Thursday, October 17, 2013

Differentiating Math Instruction

This summer my professional development as an educator included a week long course on math differentiation.  Although our discourse included philosophical discussions about education and math, we spent the majority of our time focused on how to use a math menu approach to teaching and learning.  The main idea behind a math menu is allowing some of your classroom math time to be devoted to intentionally differentiated student math tasks through the use of a menu. Students work through a menu of options, and teachers gear their menus towards successful learning outcomes for all.  Although the set up and execution of math menu varies by classroom and is based on learner needs, it is one excellent option for meeting math learners where they are and growing their skills and knowledge.  

I was privileged to attend this course with many classroom teachers at RES.  Although I am not directly responsible for math instruction, one of my roles as the enrichment teacher is to support efforts that lead to classroom differentiation.  I am excited that educators at RES are constantly striving to  meet the needs of all of our students, and I feel lucky to work to support teachers and our students in meaningful approaches to learning!  Our educators have jumped into developing models for math instruction that support our curriculum but also provide students with choice and differentiated tasks.  In addition this menu model allows for the teacher to have time with individual students or small groups to reinforce topics AND provide extensions and challenges!  

As a result of our teacher collaboration in the summer class, I am spending time in second grade classes three times a week during their math menu. Menu routines are becoming established and I am looking forward to learning with students in small groups and leveraging the menu format to support and challenge students during math.
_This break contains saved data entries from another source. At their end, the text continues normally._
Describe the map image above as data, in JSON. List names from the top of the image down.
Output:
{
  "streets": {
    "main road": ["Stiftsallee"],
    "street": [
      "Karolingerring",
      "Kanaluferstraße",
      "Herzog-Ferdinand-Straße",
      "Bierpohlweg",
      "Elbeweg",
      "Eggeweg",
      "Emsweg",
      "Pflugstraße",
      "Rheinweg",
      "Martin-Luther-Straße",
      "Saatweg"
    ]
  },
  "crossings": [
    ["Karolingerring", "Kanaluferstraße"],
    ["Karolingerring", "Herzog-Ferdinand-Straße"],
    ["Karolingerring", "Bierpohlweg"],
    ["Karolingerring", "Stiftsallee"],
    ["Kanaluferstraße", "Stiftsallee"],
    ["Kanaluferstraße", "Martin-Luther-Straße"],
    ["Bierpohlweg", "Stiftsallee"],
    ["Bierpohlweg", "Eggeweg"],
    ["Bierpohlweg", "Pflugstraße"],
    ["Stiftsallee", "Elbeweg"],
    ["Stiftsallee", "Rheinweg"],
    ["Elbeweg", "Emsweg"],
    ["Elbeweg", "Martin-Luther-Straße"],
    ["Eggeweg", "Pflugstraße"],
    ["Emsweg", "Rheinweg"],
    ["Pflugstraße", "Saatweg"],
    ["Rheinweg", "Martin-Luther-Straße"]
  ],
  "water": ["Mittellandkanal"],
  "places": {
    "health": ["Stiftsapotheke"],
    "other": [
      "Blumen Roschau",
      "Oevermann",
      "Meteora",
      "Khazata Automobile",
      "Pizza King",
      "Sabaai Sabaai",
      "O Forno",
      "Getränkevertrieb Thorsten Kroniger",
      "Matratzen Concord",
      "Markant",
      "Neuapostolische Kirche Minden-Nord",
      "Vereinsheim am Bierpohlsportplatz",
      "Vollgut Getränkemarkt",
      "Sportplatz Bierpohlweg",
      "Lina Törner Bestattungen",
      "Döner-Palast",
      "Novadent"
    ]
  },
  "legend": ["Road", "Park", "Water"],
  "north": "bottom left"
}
This week I arrived in a class and was able to capture a snapshot of what menu time looks like.  I was so excited to see all students working independently, utilizing each other as a resource, and time and space for the classroom teacher to meet with an individual student and puzzle together over a problem.   I also loved to see students working all over the classroom.  I had the sense that math menu allowed them to make physical choices that supported their learning styles!  Student engagement is key to all great learning and I think math menu offers this to all students.